Quelli di Oliviero Toscani (nato a Milano il 28 febbraio 1942, studi prima al Liceo Vittorio Veneto di Milano e poi alla Kunstgewerbeschule di Zurigo) non sono mai stati semplici scatti (termine che disprezzava profondamente) ma racconti per immagini capaci di rompere gli schemi più consolidati (della fotografia, della moda, dell’impegno sociale). Realismo, semplicità, provocazione, nessuna concessione al virtuosismo tecnico: questo (in sintesi) lo stile di Toscani che oltretutto avrebbe portato la fotografia di moda fuori dagli studi, nella strada, nella vita reale, avvalendosi delle star del momento (Lou Reed, Donna Jordan, Monica Bellucci, Mick Jagger, Federico Fellini, Carmelo Bene) per creare un universo di immagini belle, spontanee, ironiche, ma (soprattutto) piene di significato.

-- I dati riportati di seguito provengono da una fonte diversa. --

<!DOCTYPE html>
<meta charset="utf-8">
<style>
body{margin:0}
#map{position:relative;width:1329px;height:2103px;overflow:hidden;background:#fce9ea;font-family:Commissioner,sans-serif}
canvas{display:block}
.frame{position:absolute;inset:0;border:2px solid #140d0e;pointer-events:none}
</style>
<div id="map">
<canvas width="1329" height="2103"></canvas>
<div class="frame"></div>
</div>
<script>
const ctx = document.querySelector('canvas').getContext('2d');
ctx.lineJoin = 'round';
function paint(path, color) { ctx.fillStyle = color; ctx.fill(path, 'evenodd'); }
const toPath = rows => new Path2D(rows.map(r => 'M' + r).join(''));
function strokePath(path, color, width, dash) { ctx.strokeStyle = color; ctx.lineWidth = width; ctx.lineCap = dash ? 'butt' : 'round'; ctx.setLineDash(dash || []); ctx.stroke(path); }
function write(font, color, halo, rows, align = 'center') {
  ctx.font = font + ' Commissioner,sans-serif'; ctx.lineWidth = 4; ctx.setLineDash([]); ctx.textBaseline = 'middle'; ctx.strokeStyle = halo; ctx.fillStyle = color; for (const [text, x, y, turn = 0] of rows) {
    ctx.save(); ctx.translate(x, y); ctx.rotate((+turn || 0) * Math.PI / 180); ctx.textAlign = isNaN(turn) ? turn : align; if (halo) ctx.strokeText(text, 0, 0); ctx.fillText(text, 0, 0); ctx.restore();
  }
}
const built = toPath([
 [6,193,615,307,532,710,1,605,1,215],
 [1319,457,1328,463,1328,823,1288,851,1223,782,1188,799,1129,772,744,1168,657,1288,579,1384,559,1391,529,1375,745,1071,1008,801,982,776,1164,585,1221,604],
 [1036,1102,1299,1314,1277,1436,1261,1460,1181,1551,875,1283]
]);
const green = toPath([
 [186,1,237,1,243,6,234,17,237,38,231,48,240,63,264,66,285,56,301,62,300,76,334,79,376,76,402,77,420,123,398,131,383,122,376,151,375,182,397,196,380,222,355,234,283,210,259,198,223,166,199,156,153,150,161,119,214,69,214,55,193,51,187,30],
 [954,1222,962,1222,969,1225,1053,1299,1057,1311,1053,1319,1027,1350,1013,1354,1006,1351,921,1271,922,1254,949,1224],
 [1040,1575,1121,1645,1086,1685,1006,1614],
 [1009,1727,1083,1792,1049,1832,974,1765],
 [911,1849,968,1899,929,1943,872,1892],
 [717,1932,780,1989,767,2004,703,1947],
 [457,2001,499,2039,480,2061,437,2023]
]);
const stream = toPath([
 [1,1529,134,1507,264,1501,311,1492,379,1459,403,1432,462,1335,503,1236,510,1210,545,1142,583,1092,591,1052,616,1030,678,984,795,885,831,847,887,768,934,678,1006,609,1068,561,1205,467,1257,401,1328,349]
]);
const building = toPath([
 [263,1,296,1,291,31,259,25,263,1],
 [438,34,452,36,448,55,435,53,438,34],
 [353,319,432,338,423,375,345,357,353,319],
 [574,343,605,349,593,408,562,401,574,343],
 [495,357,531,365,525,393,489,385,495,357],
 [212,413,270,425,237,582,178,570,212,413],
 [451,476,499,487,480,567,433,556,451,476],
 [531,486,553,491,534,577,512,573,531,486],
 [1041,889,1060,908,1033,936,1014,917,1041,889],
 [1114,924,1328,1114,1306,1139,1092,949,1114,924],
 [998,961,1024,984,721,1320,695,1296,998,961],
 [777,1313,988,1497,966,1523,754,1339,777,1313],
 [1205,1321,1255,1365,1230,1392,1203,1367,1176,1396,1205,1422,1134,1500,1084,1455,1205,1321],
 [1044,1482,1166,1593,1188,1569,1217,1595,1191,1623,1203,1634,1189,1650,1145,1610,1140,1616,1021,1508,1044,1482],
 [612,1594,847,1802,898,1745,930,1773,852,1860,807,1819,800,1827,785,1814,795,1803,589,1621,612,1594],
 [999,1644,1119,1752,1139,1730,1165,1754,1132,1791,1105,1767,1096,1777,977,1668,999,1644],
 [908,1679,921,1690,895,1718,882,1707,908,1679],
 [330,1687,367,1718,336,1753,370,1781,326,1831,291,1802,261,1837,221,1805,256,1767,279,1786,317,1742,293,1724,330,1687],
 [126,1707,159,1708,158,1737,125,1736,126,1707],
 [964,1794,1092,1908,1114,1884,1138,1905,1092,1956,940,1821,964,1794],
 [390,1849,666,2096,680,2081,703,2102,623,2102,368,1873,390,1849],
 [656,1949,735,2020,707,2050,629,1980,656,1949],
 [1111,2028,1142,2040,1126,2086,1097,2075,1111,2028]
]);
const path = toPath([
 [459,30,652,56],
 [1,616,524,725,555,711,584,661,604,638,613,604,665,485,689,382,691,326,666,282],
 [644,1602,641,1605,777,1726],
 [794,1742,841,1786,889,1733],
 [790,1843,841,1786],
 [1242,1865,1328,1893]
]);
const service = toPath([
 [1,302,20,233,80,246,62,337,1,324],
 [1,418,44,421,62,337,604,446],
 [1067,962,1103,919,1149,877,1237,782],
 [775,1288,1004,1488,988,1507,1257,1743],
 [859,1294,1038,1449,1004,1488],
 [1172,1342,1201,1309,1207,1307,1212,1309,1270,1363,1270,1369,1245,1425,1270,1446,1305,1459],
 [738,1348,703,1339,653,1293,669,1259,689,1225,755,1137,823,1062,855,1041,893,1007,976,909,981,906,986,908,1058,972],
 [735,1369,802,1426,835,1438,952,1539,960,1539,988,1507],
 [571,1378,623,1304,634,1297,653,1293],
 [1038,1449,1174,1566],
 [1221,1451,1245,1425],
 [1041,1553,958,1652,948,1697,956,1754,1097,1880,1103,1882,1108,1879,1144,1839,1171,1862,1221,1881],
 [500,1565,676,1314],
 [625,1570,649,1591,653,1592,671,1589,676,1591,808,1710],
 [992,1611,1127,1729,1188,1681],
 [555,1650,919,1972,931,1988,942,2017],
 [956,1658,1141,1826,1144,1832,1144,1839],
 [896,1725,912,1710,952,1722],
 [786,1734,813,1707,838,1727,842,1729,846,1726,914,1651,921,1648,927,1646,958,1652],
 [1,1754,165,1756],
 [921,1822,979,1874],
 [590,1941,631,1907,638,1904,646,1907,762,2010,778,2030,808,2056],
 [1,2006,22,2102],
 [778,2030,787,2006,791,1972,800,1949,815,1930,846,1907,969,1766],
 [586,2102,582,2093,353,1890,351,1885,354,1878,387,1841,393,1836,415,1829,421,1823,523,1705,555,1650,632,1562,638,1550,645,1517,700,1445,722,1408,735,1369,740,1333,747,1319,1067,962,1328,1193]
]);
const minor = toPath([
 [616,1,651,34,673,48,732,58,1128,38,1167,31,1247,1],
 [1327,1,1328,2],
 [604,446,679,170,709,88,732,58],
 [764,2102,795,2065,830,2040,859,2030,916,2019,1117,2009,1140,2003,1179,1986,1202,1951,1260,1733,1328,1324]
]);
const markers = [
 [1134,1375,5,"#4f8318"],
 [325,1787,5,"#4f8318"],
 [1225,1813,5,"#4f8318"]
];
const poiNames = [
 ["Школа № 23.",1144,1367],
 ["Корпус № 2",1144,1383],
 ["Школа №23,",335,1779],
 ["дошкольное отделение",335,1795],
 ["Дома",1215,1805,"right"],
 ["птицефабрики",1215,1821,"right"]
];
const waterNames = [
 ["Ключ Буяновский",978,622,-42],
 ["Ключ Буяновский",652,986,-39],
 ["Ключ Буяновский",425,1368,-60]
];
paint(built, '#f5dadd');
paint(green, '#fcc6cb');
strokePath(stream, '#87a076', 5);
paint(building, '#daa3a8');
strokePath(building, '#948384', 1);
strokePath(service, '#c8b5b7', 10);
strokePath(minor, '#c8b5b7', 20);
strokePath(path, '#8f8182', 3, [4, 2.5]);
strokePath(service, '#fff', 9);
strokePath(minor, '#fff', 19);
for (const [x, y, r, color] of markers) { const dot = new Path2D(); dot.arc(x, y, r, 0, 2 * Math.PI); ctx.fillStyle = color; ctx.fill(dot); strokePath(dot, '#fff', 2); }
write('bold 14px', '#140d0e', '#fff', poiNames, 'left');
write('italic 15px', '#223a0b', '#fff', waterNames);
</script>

I suoi modelli? Quelli con cui aveva idealmente dialogato nelle 25 lettere ai grandi maestri raccolte in Caro Avedon (Solferino editore, 2020): Richard Avedon , appunto campione di audacia; Helmut Newton , di cui invidiava la capacità di essere all’altezza della propria cattiva reputazione; il padre Fedele , reporter, che gli aveva messo in mano la prima Leica; Diane Arbus , capace di cogliere la delicatezza delle cose brutte; Robert Capa , genio in guerra (ma la sua fotografia di don Lorenzo Milani a Barbiana, pubblicata da L’Espresso nel 1959 regge alla perfezione il confronto con questi mostri sacri).

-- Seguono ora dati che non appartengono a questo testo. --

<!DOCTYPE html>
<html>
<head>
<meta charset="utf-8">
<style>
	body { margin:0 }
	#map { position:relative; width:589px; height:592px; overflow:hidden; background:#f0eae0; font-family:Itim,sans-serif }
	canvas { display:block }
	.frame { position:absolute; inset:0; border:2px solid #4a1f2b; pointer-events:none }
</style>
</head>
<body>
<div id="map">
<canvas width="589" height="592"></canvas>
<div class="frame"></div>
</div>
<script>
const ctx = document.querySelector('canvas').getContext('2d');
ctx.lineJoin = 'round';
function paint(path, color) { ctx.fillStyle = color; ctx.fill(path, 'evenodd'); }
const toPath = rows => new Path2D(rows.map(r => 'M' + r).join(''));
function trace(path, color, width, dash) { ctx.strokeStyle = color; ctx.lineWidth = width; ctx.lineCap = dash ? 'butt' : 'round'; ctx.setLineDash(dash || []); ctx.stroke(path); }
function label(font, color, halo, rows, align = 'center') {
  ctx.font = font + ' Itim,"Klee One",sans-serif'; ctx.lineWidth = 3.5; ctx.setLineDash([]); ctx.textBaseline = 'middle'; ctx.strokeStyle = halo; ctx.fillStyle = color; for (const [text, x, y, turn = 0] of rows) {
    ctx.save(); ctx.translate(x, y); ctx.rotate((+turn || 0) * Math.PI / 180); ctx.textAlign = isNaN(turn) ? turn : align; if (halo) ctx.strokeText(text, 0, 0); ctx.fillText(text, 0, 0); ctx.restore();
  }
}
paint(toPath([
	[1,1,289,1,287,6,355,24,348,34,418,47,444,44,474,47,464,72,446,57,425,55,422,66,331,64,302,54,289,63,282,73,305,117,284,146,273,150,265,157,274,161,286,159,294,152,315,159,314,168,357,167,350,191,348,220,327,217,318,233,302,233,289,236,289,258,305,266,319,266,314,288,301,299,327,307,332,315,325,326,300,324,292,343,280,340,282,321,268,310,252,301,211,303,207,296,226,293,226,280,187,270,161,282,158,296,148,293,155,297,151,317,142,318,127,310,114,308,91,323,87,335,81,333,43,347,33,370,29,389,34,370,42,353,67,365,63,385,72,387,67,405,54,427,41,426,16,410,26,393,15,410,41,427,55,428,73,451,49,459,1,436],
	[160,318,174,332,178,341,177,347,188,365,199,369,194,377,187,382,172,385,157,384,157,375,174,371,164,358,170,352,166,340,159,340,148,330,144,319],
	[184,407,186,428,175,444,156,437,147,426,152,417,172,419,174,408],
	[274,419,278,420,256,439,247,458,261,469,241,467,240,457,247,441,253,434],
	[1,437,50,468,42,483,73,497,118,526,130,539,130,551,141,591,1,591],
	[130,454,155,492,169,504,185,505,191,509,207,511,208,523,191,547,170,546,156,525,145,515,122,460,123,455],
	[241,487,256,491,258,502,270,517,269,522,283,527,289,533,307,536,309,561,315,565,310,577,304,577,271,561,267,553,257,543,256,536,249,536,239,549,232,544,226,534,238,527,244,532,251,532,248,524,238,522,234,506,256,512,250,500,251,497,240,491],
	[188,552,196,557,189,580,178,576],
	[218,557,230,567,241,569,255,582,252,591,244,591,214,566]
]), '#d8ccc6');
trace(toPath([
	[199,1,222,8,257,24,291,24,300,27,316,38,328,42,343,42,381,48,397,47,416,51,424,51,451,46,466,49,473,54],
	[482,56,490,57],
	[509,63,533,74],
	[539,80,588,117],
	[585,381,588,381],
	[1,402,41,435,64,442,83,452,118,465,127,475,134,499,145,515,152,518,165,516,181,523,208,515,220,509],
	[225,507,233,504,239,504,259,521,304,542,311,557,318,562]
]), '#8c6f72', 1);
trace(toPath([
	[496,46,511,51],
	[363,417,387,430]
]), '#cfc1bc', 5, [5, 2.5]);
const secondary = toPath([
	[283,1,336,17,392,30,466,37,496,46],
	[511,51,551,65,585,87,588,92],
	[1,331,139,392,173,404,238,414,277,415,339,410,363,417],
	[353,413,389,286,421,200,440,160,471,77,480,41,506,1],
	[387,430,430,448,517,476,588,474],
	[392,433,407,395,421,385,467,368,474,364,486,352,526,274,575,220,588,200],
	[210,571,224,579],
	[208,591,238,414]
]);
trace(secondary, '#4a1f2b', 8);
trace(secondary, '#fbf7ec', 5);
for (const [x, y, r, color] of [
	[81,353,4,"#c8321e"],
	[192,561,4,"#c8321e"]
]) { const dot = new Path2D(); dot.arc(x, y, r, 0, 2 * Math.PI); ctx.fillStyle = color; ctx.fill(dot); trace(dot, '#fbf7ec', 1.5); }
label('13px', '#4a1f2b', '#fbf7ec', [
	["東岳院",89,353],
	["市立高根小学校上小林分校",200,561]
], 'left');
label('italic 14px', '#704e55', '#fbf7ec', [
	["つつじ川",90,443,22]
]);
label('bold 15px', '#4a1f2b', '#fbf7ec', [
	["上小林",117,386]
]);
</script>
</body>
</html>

Nelle fotografie (per Elle, Vogue, GQ, Harper’s Bazaar, Esquire, Stern, l’Uomo Vogue, Donna) e nelle campagne pubblicitarie (la prima per il Cornetto Algida, poi Benetton, Valentino, Chanel, Fiorucci, Esprit, Jesus, Robe di Kappa, Prénatal) scorrono colori, abiti, ma soprattutto volti, corpi, situazioni a volte allegre, a volte tragiche. Così Toscani è riuscito a districarsi «attraverso gli stereotipi della diversità per raccontare il mondo a forza d’immagini impattanti in grado di svegliare dall’apatia e dall’indifferenza» (come quelle per la campagna Nessuno Tocchi Caino). Su temi come l’uguaglianza razziale, la mafia, la lotta all’omofobia, il contrasto al diffondersi dell’Aids, la ricerca della pace, l’abolizione della pena di morte.

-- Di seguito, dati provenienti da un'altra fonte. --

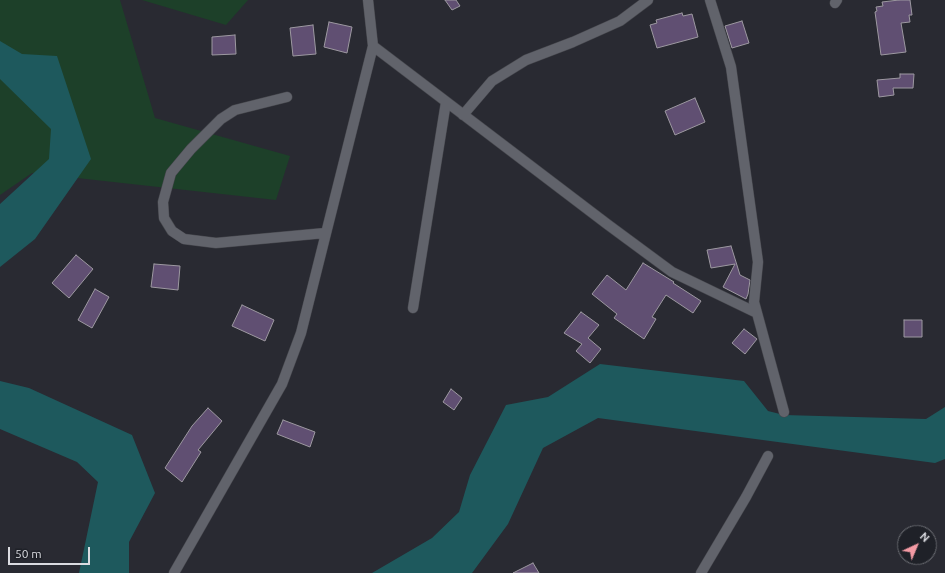 <!DOCTYPE html>
<html>
<head>
<meta charset="utf-8">
<style>
  body { margin:0 }
  #map { position:relative; width:945px; height:573px; overflow:hidden; background:#292a32; font-family:Ubuntu,sans-serif }
  canvas { display:block }
  .north { position:absolute; left:897px; top:525px; width:40px; height:40px; box-sizing:border-box; background:#1f2128; border:1px solid #6a6c72; border-radius:50%; rotate:44deg; font-size:11px; font-weight:700; line-height:16px; text-align:center; color:#dbdce1 }
  .north::after { content:''; display:block; margin:auto; width:14px; height:18px; background:#f49aa4; clip-path:polygon(50% 0,100% 100%,50% 72%,0 100%) }
  .scale { position:absolute; left:8px; top:547px; width:82px; height:18px; box-sizing:border-box; border:2px solid #dbdce1; border-top:0; padding-left:5px; font-size:12px; line-height:14px; white-space:nowrap; color:#dbdce1; -webkit-text-stroke:3px #1f2128; paint-order:stroke }
</style>
</head>
<body>
<div id="map">
<canvas width="945" height="573"></canvas>
<div class="north">N</div>
<div class="scale">50 m</div>
</div>
<script>
const g = document.querySelector('canvas').getContext('2d');
g.lineJoin = 'round';
function fill(path, color) {
  g.fillStyle = color;
  g.fill(path, 'evenodd');
}
function poly(rows) {
  const path = new Path2D();
  for (const r of rows) {
    path.moveTo(r[0], r[1]);
    for (let i = 2; i < r.length; i += 2) path.lineTo(r[i], r[i + 1]);
  }
  return path;
}
function trace(path, color, width, dash) {
  g.strokeStyle = color;
  g.lineWidth = width;
  g.lineCap = dash ? 'butt' : 'round';
  g.setLineDash(dash || []);
  g.stroke(path);
}
fill(poly([
  [0,0,120,0,155,118,290,156,276,200,32,173,0,195],
  [142,0,248,0,226,25]
]), '#1d4029');
fill(poly([
  [0,41,22,54,57,56,91,159,35,239,0,267,0,204,49,159,51,129,0,79],
  [600,364,744,381,768,411,784,415,926,419,945,407,945,459,935,463,598,418,543,448,508,524,472,573,372,573,432,538,459,512,470,475,506,405,548,397],
  [0,381,29,388,132,435,155,493,129,542,129,573,79,573,98,482,77,462,0,429]
]), '#1e595d');
const building = poly([
  [445,0,456,0,460,6,452,10,445,0],
  [899,0,910,0,912,15,909,15,910,22,901,23,906,52,881,55,875,12,877,11,876,7,883,6,882,2,899,0],
  [682,13,683,16,692,14,698,37,657,48,650,25,657,23,656,20,682,13],
  [742,21,749,43,732,48,725,26,742,21],
  [329,22,352,27,347,53,324,47,329,22],
  [313,25,316,54,293,56,290,28,313,25],
  [235,35,236,54,212,55,212,37,235,35],
  [900,74,914,74,913,88,893,88,894,95,879,97,877,80,900,78,900,74],
  [695,98,705,122,675,135,665,111,695,98],
  [731,246,740,275,750,280,748,294,746,299,723,287,735,264,711,268,707,250,731,246],
  [76,255,93,269,69,298,52,283,76,255],
  [643,263,674,282,673,283,701,301,693,313,666,295,652,317,656,319,644,339,614,318,617,314,592,294,607,275,626,290,643,263],
  [154,264,180,266,178,290,151,287,154,264],
  [95,289,109,297,92,328,78,320,95,289],
  [242,305,274,320,265,341,232,326,242,305],
  [581,312,599,325,588,338,601,349,590,363,576,351,582,344,564,333,581,312],
  [904,320,922,320,922,337,904,337,904,320],
  [744,329,757,339,745,354,732,343,744,329],
  [451,389,462,398,454,410,443,402,451,389],
  [208,408,222,421,198,450,201,452,182,482,165,468,192,426,208,408],
  [283,420,315,432,310,447,277,434,283,420],
  [533,563,539,573,513,573,533,563]
]);
fill(building, '#604f72');
trace(building, '#9d99a1', 1);
const minor = poly([
  [710,0,731,67,758,262,754,302,784,412],
  [835,3,837,0],
  [373,46,607,224,672,272,757,313],
  [287,97,235,110,221,119,191,149,171,173,163,202,164,218,172,231,184,239,216,243,325,233],
  [463,115,492,81,526,60,573,42,620,21,648,0],
  [413,308,446,102],
  [174,573,282,384,301,333,373,46,368,0],
  [701,573,746,497,768,456]
]);
trace(minor, '#46474d', 11);
trace(minor, '#61636b', 10);
</script>
</body>
</html>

Fotografare, per Toscani, era come dipingere: «Bisogna impegnarsi a vedere la forma, gli equilibri e tutto quanto fa amplificare quello che si vuol dire» senza mai soffrire di quello che lui chiamava il complesso del pittore mancato («Perché tappezzare i muri di una galleria per raggiungere 5000 persone se possiamo raggiungerne 100000 con i giornali?»). D’altra parte, era la sua idea, la fotografia resta ancora ( e ancora resterà) un’arma formidabile: «Può far diventare bello un pezzo di m…a e far sembrare brutto un capolavoro dell’arte. L’estetica non conta, quello che conta è che riesca a cogliere l’anima della realtà, sia fatta di cose o di persone».